The sister fields of control and communication share many common goals. While communication aims to reduce uncertainty by communicating information about the state of the world, control aims to reduce uncertainty by moving the state of the world to a known point. Furthermore, transmitters must communicate over the unreliability in the communication channel, while controllers must overcome unreliability in the sensing and actuation channels of the system to stabilize it. Extensive work in information theory has provided a framework with which we can understand the fundamental limits on the communication capacity of a communication channel. This dissertation builds on the information-theoretic perspective to understand the limits on the ability of controllers to actively dissipate uncertainty in systems.
High-performance control systems include two types of uncertainty: noise that might be introduced by nature, and inaccuracy that might be introduced by modeling, sampling errors or clock jitter. The first of these is often modeled as an additive uncertainty and is the object of most prior work at the intersection of communication and control. This dissertation focuses on the multiplicative uncertainty that comes from modeling and sampling inaccuracies. Multiplicative uncertainty could be introduced from the observation mechanism that senses the state (the sensing channel) or from the actuation mechanism that implements actions (the actuation channel). This dissertation examines the control capacity of systems where the parameters of these channels are changing so fast that they cannot be perfectly tracked at the timescale at which control actions must be performed. This parallels the fast-fading models used for wireless communication channels.
This dissertation defines a notion of the control capacity of an unreliable actuation channel as the fundamental limit on the ability of a controller to stabilize a system over that channel. Our definition builds from the understanding of communication capacity as defined by Shannon. The strictest sense of control capacity, zero-error control capacity, emulates the worst-case sense of performance that the robust control paradigm captures. The weakest sense of control capacity, which we call "Shannon" control capacity, focuses on the typical behavior of the zeroth-moment or the log of the state. In between these two there exists a range of eta-th moment capacities of the actuation channel. These different notions of control capacity characterize the impact of large deviations events on the system. They also provide a partial generalization of the classic uncertainty threshold principle in control to senses of stability that go beyond the mean-squared sense.
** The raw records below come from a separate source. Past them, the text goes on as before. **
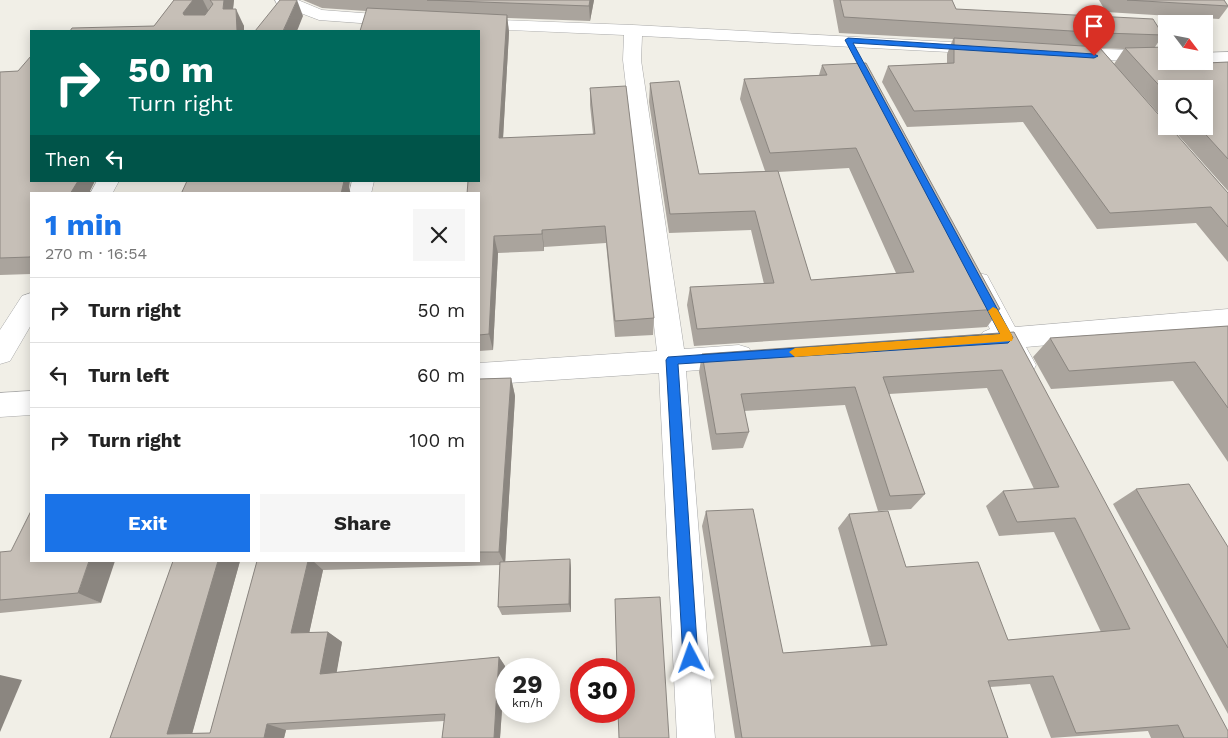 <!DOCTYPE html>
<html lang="en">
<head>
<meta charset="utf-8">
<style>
  :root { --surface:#fff; --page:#f6f6f6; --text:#222; --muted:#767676; --line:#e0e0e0; --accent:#1a73e8 }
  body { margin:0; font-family:"Work Sans",sans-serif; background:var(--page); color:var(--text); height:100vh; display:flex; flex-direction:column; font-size:19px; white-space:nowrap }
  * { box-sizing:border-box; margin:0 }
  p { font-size:16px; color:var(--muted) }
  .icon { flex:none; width:28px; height:28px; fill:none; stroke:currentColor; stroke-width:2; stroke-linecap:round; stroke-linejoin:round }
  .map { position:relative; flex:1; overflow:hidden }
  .panel { position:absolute; left:30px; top:192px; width:450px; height:370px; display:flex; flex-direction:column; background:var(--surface); border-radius:0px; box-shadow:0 2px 12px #0003 }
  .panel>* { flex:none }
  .banner { position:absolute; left:30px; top:30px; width:450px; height:152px; border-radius:0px; box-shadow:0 2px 12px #0003; background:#00695c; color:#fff; overflow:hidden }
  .needle { width:32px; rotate:122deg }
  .fabs { position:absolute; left:1158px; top:15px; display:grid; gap:10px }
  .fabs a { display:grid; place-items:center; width:55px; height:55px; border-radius:0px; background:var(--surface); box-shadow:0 2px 12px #0003; font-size:25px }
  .speed { position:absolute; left:495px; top:658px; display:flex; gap:10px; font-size:25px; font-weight:700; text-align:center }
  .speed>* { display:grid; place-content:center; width:65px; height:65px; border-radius:50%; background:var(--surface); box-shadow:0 2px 12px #0003; line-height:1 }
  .speed small { font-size:12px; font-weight:400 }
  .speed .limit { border:8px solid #d22; background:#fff; color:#111 }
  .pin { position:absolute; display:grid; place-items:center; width:42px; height:42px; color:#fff; margin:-51px -21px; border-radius:50% 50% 50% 0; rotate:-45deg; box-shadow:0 0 5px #0007 }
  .pin .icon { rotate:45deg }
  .me { position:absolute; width:55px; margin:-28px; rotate:356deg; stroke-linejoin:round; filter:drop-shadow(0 0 4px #0008) }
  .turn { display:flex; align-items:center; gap:18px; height:105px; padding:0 15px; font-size:22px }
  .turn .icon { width:65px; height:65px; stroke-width:2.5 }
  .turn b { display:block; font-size:35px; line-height:42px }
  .then { display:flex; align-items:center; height:48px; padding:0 15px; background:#0003; gap:10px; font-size:19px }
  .round { display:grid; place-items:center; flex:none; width:52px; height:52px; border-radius:0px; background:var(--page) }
  .headline { display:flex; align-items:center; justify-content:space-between; height:85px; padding:0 15px }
  h1 { font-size:30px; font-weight:700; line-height:38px; color:var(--accent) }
  .cta { display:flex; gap:10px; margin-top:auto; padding:10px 15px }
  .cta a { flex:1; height:58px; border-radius:0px; background:var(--accent); color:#fff; font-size:20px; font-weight:700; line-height:58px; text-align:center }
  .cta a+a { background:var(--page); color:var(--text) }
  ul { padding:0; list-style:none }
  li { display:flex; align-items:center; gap:15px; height:65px; padding:0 15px; border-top:1px solid var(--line) }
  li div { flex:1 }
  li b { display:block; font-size:19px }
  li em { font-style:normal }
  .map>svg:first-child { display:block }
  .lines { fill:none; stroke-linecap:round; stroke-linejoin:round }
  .minor-casing { stroke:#a8a8a8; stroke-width:1 }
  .minor { fill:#fff; fill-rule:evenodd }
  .wall { fill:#aaa49d; fill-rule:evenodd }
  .shaded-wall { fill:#8b8680 }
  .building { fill:#c6bfb7; stroke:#8b8680 }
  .route { fill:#1a73e8; stroke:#114b97 }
  .slow { fill:#f59e0b }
</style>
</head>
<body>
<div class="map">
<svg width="1228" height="738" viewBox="0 0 1228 738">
  <rect width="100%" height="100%" fill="#f1efe7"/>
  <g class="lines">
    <defs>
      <g id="minor">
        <polygon points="275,0 298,0 322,10 401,16 407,17 410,21 407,25 401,26 319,20 277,4"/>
        <polygon points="471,19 633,25 987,44 993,45 996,49 993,53 987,54 642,36 641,60 684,349 739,345 749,348 753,356 749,364 739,367 686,371 715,738 677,738 659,373 479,385 479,363 657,351 623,60 624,35 465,28 462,24 465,20"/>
        <polygon points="1070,48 1166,51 1166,61 1171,61 1166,63 1064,58 1061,54 1064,50"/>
        <polygon points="1228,52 1228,64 1204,64 1197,61 1204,61 1204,53"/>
        <polygon points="97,181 119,181 112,194 90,194"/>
        <polygon points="352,181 374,181 371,194 349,194"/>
        <polygon points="978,273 987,275 1015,327 1228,309 1228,329 1026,347 1036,365 1032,373 1022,376 1012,373 1000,349 992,350 983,346 979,339 983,332 990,329 966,282 969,275"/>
        <polygon points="31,293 31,325 10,361 0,364 0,330 22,296"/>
        <polygon points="31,391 31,415 0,417 0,393"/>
      </g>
    </defs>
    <use href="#minor" class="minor-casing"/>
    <use href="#minor" class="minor"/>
  </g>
  <g class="wall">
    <polygon points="174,0 234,0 233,9 244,26 244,31 70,31 154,26"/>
    <polygon points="303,0 594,0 590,21 507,18 509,32 503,138 593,134 590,105 590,88 654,318 653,335 615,337 606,243 544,247 544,251 498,253 493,350 479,351 479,31 366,11 322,8"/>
    <polygon points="833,0 952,0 956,9 1163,35 1155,47 1185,64 1228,62 1228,191 1170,126 1204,126 1166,89 1166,122 1114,64 1124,49 1100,48 1228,193 1228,262 1196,223 1097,229 1023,122 907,127 882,82 888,66 947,63 947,54 953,39 839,33"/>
    <polygon points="1099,0 1224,0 1228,6 1228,7 1219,19 1106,12"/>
    <path d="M822,65L1000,309L987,327L694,346L687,305L690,287L764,284L751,230L669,233L649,102L650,83L699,174L765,171L740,99L744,79L819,75ZM849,168L896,273L811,280L778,172Z"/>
    <polygon points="18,71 90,191 31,194 31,274 0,275 0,72"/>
    <polygon points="1228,326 1228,462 1173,381 1051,389 1033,357 1050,338"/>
    <polygon points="1014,332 1228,738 1151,738 1148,731 1051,738 1030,684 990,687 1008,738 735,738 702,526 706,511 783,653 871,646 838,528 849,514 906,567 1008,640 1101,632 1054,532 999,536 986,506 1003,491 1034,489 987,388 889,394 925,494 911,509 878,511 845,405 744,411 749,432 743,448 712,450 699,372 702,354"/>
    <polygon points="511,378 515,396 505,562 570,559 571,569 571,612 502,615 498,607 500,565 323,570 309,633 328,632 342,642 336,672 499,657 505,666 500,738 442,738 444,721 286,730 284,738 110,738 173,561 240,561 192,733 210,733 257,561 479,561 479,379"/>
    <polygon points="1136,489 1228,547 1228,714 1113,504"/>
    <polygon points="0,552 101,603 0,613"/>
  </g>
  <g class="shaded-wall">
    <polygon points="193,0 203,0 210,14 202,16 184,15 183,13"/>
    <polygon points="224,0 234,0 231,26 223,9"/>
    <polygon points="297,0 303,16 297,31 283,31"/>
    <polygon points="590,0 594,0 590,21 589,6"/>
    <polygon points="236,9 244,26 244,31 237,31"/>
    <polygon points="507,15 509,32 502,156 499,138"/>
    <polygon points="77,181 95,181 90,191 93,194 70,194"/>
    <polygon points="342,181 350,181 349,188 351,194 341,194"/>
    <polygon points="542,230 544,247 544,251 542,234"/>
    <polygon points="494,236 498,253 493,350 489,334"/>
    <polygon points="511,378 515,396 505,565 499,552"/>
    <polygon points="570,559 571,569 571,612 569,604"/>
    <polygon points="89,561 115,561 101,603 78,593"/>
    <polygon points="218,561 240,561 191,738 167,734"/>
    <polygon points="308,561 313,561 323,570 307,643 291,633"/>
    <polygon points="328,632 342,642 335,682 320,674"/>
    <polygon points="499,657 505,666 500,738 494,738"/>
    <polygon points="0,675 22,680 0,732"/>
    <polygon points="267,724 286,730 284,738 264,738"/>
  </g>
  <g class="building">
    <polygon points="174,0 193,0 183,13 184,15 205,15 213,4 210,0 224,0 223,9 236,9 237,31 70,31 72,28 154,26"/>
    <polygon points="280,0 297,0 283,31 255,31"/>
    <polygon points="427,0 590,0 589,6"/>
    <polygon points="840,0 952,0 956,9 1153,19 1163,35 1104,33 844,17"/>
    <polygon points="1127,0 1224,0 1228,6"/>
    <polygon points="367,8 507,15 499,138 595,134 590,88 626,86 654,318 615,321 605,226 542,230 542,234 494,236 489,334 479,335 479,194 467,194 468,181 479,181 479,31 360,31"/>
    <polygon points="954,38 1099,47 1166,123 1166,126 1169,126 1228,193 1228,227 1211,207 1110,213 1032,106 914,111 888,66 954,63"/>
    <polygon points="1166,47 1166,61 1183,61 1185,64 1228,62 1228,159 1198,126 1204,126 1204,89 1166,89 1166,93 1125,48"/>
    <polygon points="31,56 31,181 78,181 70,194 31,194 31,255 30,257 0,258 0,72 18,71"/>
    <polygon points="866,63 1000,309 697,329 690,287 774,283 755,211 670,214 650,83 679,81 699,174 778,171 811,280 914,272 856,148 770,153 744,79 827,75 822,65"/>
    <polygon points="187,181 344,181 341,194 181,194"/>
    <polygon points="1228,326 1228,408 1195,362 1069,371 1050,338"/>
    <polygon points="1014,332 1228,731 1228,738 1184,738 1178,725 1076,733 1053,676 988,681 1008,738 742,738 706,511 753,509 783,653 887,645 849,514 888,511 906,567 978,562 1008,640 1130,629 1075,518 1017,522 1003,491 1059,487 1002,370 883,377 925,494 890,496 855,387 741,394 749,432 716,434 702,354"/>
    <polygon points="511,378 499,552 479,552 479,379"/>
    <polygon points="1189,484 1228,547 1228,648 1136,489"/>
    <polygon points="31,511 31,561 89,561 78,593 0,600 0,552 11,551"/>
    <polygon points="570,559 569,604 498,607 500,562"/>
    <polygon points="173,561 218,561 167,734 210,733 257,561 308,561 291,633 328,632 320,674 499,657 494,738 442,738 445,714 267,724 264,738 110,738"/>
    <polygon points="660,597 669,738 619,738 618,711 624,711 624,669 617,669 615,599"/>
  </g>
  <polygon class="route" points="848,38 1094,54 1098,56 1094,58 853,43 1013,338 1008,343 678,364 698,658 696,664 691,666 685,664 683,658 666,360 668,357 1000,334 845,40"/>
  <polygon class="slow" points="993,307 997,309 1012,335 1013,338 1012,341 795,357 789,352 795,348 1000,334 988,311"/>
</svg>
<div class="fabs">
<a><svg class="needle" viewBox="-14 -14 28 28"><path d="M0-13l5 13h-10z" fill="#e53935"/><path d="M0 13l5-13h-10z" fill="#767676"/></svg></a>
<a><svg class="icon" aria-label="search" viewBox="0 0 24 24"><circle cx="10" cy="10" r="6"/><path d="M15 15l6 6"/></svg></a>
</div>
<div class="speed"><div>29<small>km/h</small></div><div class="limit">30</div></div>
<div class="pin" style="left:1094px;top:56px;background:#d93025"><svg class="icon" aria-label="arrive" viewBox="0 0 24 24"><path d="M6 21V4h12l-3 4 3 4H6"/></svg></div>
<svg class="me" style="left:691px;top:658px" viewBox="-20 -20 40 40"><path d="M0-17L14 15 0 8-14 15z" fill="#1a73e8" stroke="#fff" stroke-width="4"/></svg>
<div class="banner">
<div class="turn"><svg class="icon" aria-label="right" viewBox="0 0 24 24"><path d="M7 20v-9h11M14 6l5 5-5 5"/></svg><div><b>50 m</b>Turn right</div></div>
<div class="then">Then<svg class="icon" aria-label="left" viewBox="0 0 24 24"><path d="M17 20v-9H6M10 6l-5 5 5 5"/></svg></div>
</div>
<section class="panel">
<div class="headline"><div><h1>1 min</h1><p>270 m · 16:54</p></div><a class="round"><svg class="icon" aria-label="close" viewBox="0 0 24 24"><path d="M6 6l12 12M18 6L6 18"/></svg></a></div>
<ul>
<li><svg class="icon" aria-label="right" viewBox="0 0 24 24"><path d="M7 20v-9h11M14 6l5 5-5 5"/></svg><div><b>Turn right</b></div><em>50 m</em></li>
<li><svg class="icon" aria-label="left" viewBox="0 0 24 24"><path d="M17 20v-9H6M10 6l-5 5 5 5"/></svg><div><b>Turn left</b></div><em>60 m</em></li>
<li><svg class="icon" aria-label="right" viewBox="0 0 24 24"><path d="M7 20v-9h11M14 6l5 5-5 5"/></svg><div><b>Turn right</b></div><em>100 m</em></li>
</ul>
<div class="cta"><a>Exit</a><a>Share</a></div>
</section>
</div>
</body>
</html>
Since the "Shannon" control capacity of an actuation channel relates to physically stabilizing the system, it can be different from the Shannon communication capacity of the associated communication channel. For the case of actuation channels with i.i.d. randomness, we provide a computable single-letter expression for the control capacity. Our formulation for control capacity also allows for explicit characterization of the value of side information in systems. We illustrate this using simple scalar and vector examples.
These ideas extend to other parameter uncertainties as well and can be used to understand the control capacity of a system with unreliable sensing channels. Somewhat surprisingly, we find that in the case of non-coherent sensing channels the separation paradigm that is often applied to understand control problems with communication constraints on the observation side can fail. Active learning and control of a system state is possible (i.e. the control capacity is finite), even though passive estimation is not. An interesting aspect of this result is the techniques used. The problem is reduced to estimating the initial state of the system using a prior and the non-coherent observations. Then a genie-based argument can be used to lower bound the Bayesian problem using a minimax-style hypothesis testing bound.
The results throughout are motivated by observations made using simplified bit-level "carry-free models." These models are generalized versions of deterministic bit-level models that are commonly used in wireless network information theory to capture the interaction of signals. Here, we modify them to capture the information bottlenecks introduced by parameter uncertainty in active systems.